By deploying best practices in data optimization and enrichment, Dun & Bradstreet enables tax and revenue agencies to prioritize collections and audits based on non-complying, high revenue businesses – while improving overall operational efficiency.
In addition to fighting fraudulent activities, tax and revenue agencies are also faced with extreme budgetary pressures – shrinking receipts from taxes, permits, fees, fines, and tickets are causing a decrease in revenue and an increase in man-hours devoted to collections. Thus, the need to "thin the haystack" in order to prioritize audit and collection cases is a necessary, yet cumbersome and manual effort.
By leveraging tools and metrics such as the Dun & Bradstreet Viability Rating®, tax agencies are able to focus efforts on those businesses most likely to result in successful collections – gaining insights from industry and regional trends, and pre-empting business failure before formal bankruptcy filings.
Tax agencies must stay ahead of entities seeking to "game the system" by misdirecting auditors with business identity theft, complex organizational structures that obfuscate beneficial ownership, offshore tax havens, and assets hidden through intricate networks of shell and shelf companies.
Dun & Bradstreet can help agencies curb abuses and keep operating costs down by implementing multi-layered fraud detection and prevention solutions. Leveraging the world's largest database of global businesses and executives, rigorously maintained through our patented data quality process, public sector agencies can access the deep insights needed to mitigate fraudulent activity.

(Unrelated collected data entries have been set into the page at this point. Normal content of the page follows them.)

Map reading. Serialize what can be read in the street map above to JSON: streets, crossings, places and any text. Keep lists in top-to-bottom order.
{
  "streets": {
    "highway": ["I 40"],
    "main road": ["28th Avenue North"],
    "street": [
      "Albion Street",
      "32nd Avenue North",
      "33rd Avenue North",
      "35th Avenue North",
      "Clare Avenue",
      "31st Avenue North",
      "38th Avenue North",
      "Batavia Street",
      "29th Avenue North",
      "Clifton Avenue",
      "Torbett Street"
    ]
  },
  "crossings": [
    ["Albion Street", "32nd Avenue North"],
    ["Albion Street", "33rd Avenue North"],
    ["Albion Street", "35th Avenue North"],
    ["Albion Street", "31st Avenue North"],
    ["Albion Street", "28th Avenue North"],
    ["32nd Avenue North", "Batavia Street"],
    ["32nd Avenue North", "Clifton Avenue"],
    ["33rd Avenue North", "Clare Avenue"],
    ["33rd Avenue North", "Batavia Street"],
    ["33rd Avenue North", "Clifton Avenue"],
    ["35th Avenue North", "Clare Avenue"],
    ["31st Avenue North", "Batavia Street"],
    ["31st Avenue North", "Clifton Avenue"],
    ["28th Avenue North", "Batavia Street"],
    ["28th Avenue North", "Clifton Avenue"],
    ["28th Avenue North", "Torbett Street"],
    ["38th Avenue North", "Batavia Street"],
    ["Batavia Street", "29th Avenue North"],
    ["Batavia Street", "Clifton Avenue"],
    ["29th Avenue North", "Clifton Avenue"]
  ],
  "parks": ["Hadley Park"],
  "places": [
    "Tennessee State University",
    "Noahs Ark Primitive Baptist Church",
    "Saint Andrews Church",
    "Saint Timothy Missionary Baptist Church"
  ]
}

Taxpayer registration systems cannot provide all the information required to flag non-filers and under-filers. The lack of third-party data stunts the government's ability to verify and obtain insight into self-reported information – exposing agencies to outdated and unreliable data. To obtain a complete view of the tax gap, agencies must combine self-reported information with business data provided by objective third parties in order to fill the information gaps.
Further, the agency-wide optimization of data quality is essential for effective interagency data connectivity, productive participation in multilateral Tax Information Exchange Agreements, and to unlock the power of advanced analytics.